▶ [DIRECTIONS] Every line from the one containing "position:relative; flex:none; width:607px;" to the one containing "20V5M6 11l6-6 6" in the records below, both included, must be set down exactly, and no other line.

▶ [SOURCE MATERIAL]
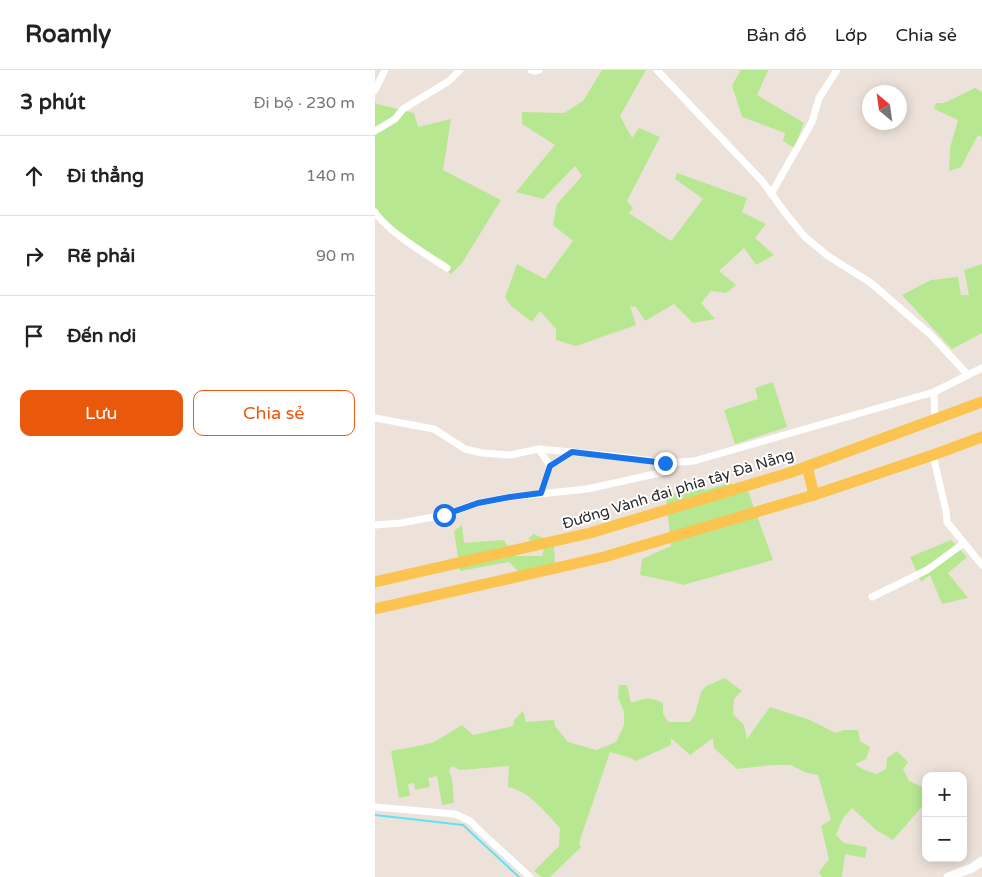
<!DOCTYPE html>
<html lang="vi">
<head>
<meta charset="utf-8">
<style>
	body { margin:0; font-family:"Varela Round",sans-serif; background:#f6f6f6; color:#222 }
	.controls { position:absolute; right:15px; bottom:15px; display:grid; overflow:hidden; border-radius:10px; box-shadow:0 2px 12px #0003 }
	.controls button { width:45px; height:45px; display:grid; place-items:center; padding:0; border:0; border-bottom:1px solid #e0e0e0; background:#fff; color:#222; font:25px sans-serif }
	.compass { position:absolute; left:487px; top:15px; width:45px; height:45px; border-radius:50%; background:#fff; box-shadow:0 2px 12px #0003; rotate:331deg }
	.stop { position:absolute; width:15px; height:15px; margin:-11px; border:4px solid #1a73e8; border-radius:50%; background:#fff }
	.stop.end { background:#1a73e8; border-color:#fff; box-shadow:0 1px 5px #0008 }
	.list { margin:0; padding:0; list-style:none }
	h2 { display:flex; justify-content:space-between; align-items:center; height:65px; margin:0; padding:0 20px; font-size:21px }
	h2 small { font-size:16px; font-weight:400; color:#767676 }
	.list li { display:grid; grid-template-columns:32px 1fr auto; gap:15px; align-items:center; box-sizing:border-box; height:80px; padding:0 20px; border-top:1px solid #e0e0e0 }
	.list b { display:block; font-size:19px; white-space:nowrap }
	.list em { font-size:16px; font-style:normal; color:#767676 }
	.actions { display:flex; gap:10px; padding:15px 20px }
	.actions a { flex:1; padding:11px 0; border:1px solid #ea580c; border-radius:10px; text-align:center; font-size:18px; color:#ea580c }
	.actions .main { background:#ea580c; color:#fff }
	.icon { flex:none; width:28px; height:28px; fill:none; stroke:currentColor; stroke-width:2; stroke-linecap:round; stroke-linejoin:round }
	.map { position:relative; flex:none; width:607px; height:807px; overflow:hidden }
	header { display:flex; align-items:center; gap:30px; box-sizing:border-box; height:70px; padding:0 25px; background:#fff; border-bottom:1px solid #e0e0e0 }
	header strong { font-size:24px }
	nav { display:flex; gap:28px; margin-inline-start:auto; font-size:18px }
	main { display:flex }
	aside { flex:1; background:#fff }
	.map>svg:first-child { display:block }
	.green { fill:#b7e891 }
	.lines { fill:none; stroke-linecap:round; stroke-linejoin:round }
	.stream { stroke:#63dff8; stroke-width:2 }
	.minor { stroke:#fff; stroke-width:7 }
	.tertiary { stroke:#fff; stroke-width:9 }
	.primary { stroke:#fbc350; stroke-width:11 }
	.route { stroke:#1a73e8; stroke-width:6 }
	.labels { text-anchor:middle; dominant-baseline:central; stroke-width:4; stroke-linejoin:round; paint-order:stroke }
	.street-label { font-size:15px; fill:#292929; stroke:#fff }
</style>
</head>
<body>
<header>
<strong>Roamly</strong>
<nav><a>Bản đồ</a><a>Lớp</a><a>Chia sẻ</a></nav>
</header>
<main>
<aside>
<h2>3 phút<small>Đi bộ · 230 m</small></h2>
<ul class="list">
<li><svg class="icon" aria-label="ahead" viewBox="0 0 24 24"><path d="M12 20V5M6 11l6-6 6 6"/></svg><div><b>Đi thẳng</b></div><em>140 m</em></li>
<li><svg class="icon" aria-label="right" viewBox="0 0 24 24"><path d="M7 20v-9h11M14 6l5 5-5 5"/></svg><div><b>Rẽ phải</b></div><em>90 m</em></li>
<li><svg class="icon" aria-label="arrive" viewBox="0 0 24 24"><path d="M6 21V4h12l-3 4 3 4H6"/></svg><div><b>Đến nơi</b></div></li>
</ul>
<div class="actions"><a class="main">Lưu</a><a>Chia sẻ</a></div>
</aside>
<div class="map">
<svg width="607" height="807" viewBox="0 0 607 807">
	<rect width="100%" height="100%" fill="#ede2d9"/>
	<g class="green">
		<polygon points="227,0 271,0 245,46 257,68 264,58 285,67 252,131 258,138 254,143 296,171 328,129 300,109 302,103 372,128 367,142 391,154 380,168 399,185 381,195 369,178 344,201 361,215 351,223 336,221 326,233 340,249 318,253 299,234 270,251 261,237 255,236 261,255 201,276 181,270 181,259 165,241 157,252 136,236 130,227 142,194 170,209 198,171 178,155 182,134 207,106 200,96 168,129 141,122 180,75 147,54 147,42 189,43 208,31"/>
		<polygon points="366,0 393,0 382,25 429,53 419,78 408,71 410,63 367,47 357,15"/>
		<polygon points="600,18 607,22 607,67 603,65 586,97 574,101 575,78 583,50 559,39 561,33 569,33"/>
		<polygon points="0,31 2,34 39,43 43,57 76,49 68,100 126,130 87,193 76,204 8,157 0,147"/>
		<polygon points="607,194 607,263 577,279 527,225 556,210 583,207 586,225 594,225 589,200"/>
		<polygon points="398,312 412,357 360,374 349,340 383,329 380,318"/>
		<polygon points="354,413 373,421 398,490 308,515 299,512 265,505 267,489 296,476 291,426 322,416 331,420"/>
		<polygon points="87,455 89,473 129,470 138,486 167,486 169,479 153,469 158,464 179,472 180,500 150,508 134,492 85,501 79,461"/>
		<polygon points="576,470 592,487 573,503 593,528 567,534 555,505 546,512 535,487"/>
		<path d="M 350,608 L 367,621 L 359,629 L 358,644 L 369,655 L 372,669 L 395,637 L 435,650 L 461,663 L 469,660 L 483,660 L 485,671 L 495,677 L 491,689 L 480,694 L 487,699 L 501,704 L 511,699 L 512,688 L 522,681 L 533,692 L 528,699 L 534,711 L 550,718 L 551,732 L 518,770 L 501,760 L 477,738 L 468,748 L 461,765 L 469,773 L 492,777 L 490,788 L 470,784 L 467,807 L 447,807 L 444,802 L 454,789 L 446,756 L 456,750 L 443,705 L 432,703 L 415,695 L 398,695 L 362,699 L 339,678 L 338,668 L 315,685 L 296,668 L 296,675 L 261,691 L 253,687 L 235,682 L 204,773 L 206,777 L 175,807 L 167,807 L 159,801 L 184,776 L 185,758 C 170,742 154,721 133,717 L 134,696 L 85,700 L 77,696 L 74,700 L 77,709 L 79,733 L 67,735 L 62,706 L 53,708 L 55,717 L 40,720 L 39,713 L 33,714 L 35,726 L 24,728 L 16,681 L 48,675 L 59,672 L 87,655 L 98,665 L 138,656 L 139,650 L 148,641 L 151,652 L 179,650 L 180,656 L 193,672 L 221,680 L 241,672 L 249,655 L 249,642 L 243,627 L 244,615 L 252,615 L 256,633 C 271,628 274,626 288,633 L 288,643 L 293,652 L 315,652 L 320,644 L 326,622 L 331,616 Z"/>
	</g>
	<g class="lines">
		<polyline class="stream" points="0,745 88,755 144,807"/>
		<g class="minor">
			<polyline points="156,0 160,1 164,0"/>
			<polyline points="282,0 388,112 411,144 430,167 453,186 496,213 556,265 593,305"/>
			<polyline points="0,20 10,0"/>
			<polyline points="0,61 20,49 28,39 74,11 85,0"/>
			<polyline points="396,124 437,52 444,28 462,0"/>
			<path d="M 0,142 C 12,161 52,185 72,198"/>
			<polyline points="559,322 560,349"/>
			<polyline points="0,348 59,359 90,379 107,383 135,385 164,379 239,386 291,393 319,391 559,322 607,298"/>
			<polyline points="164,379 175,396"/>
			<polyline points="558,385 571,441 572,452 607,495"/>
			<polyline points="166,423 175,396 197,382"/>
			<polyline points="0,455 26,453 69,445 103,433 135,427 212,419 289,402 301,393"/>
			<polyline points="497,527 552,500 589,473"/>
			<polyline points="0,737 80,744 95,751 107,763 155,807"/>
		</g>
		<polyline class="tertiary" points="573,807 597,798 607,791"/>
		<g class="primary">
			<polyline points="432,396 439,425"/>
			<polyline points="0,512 215,463 417,402 607,332"/>
			<polyline points="0,539 229,487 439,425 558,385 607,367"/>
		</g>
	</g>
	<g class="lines">
		<polyline class="route" points="69,445 103,433 135,427 166,423 175,396 197,382 290,393"/>
	</g>
	<g class="labels">
		<g class="street-label">
			<text transform="translate(303 419) rotate(-17)">Đường Vành đai phía tây Đà Nẵng</text>
		</g>
	</g>
</svg>
<div class="controls">
<button>+</button>
<button>−</button>
</div>
<svg class="compass" viewBox="-18 -18 36 36"><path d="M0-13l5 13h-10z" fill="#e53935"/><path d="M0 13l5-13h-10z" fill="#767676"/></svg>
<div class="stop" style="left:69px;top:445px"></div>
<div class="stop end" style="left:290px;top:393px"></div>
</div>
</main>
</body>
</html>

▶ [RESULT FOR THIS EXERCISE]
	.map { position:relative; flex:none; width:607px; height:807px; overflow:hidden }
	header { display:flex; align-items:center; gap:30px; box-sizing:border-box; height:70px; padding:0 25px; background:#fff; border-bottom:1px solid #e0e0e0 }
	header strong { font-size:24px }
	nav { display:flex; gap:28px; margin-inline-start:auto; font-size:18px }
	main { display:flex }
	aside { flex:1; background:#fff }
	.map>svg:first-child { display:block }
	.green { fill:#b7e891 }
	.lines { fill:none; stroke-linecap:round; stroke-linejoin:round }
	.stream { stroke:#63dff8; stroke-width:2 }
	.minor { stroke:#fff; stroke-width:7 }
	.tertiary { stroke:#fff; stroke-width:9 }
	.primary { stroke:#fbc350; stroke-width:11 }
	.route { stroke:#1a73e8; stroke-width:6 }
	.labels { text-anchor:middle; dominant-baseline:central; stroke-width:4; stroke-linejoin:round; paint-order:stroke }
	.street-label { font-size:15px; fill:#292929; stroke:#fff }
</style>
</head>
<body>
<header>
<strong>Roamly</strong>
<nav><a>Bản đồ</a><a>Lớp</a><a>Chia sẻ</a></nav>
</header>
<main>
<aside>
<h2>3 phút<small>Đi bộ · 230 m</small></h2>
<ul class="list">
<li><svg class="icon" aria-label="ahead" viewBox="0 0 24 24"><path d="M12 20V5M6 11l6-6 6 6"/></svg><div><b>Đi thẳng</b></div><em>140 m</em></li>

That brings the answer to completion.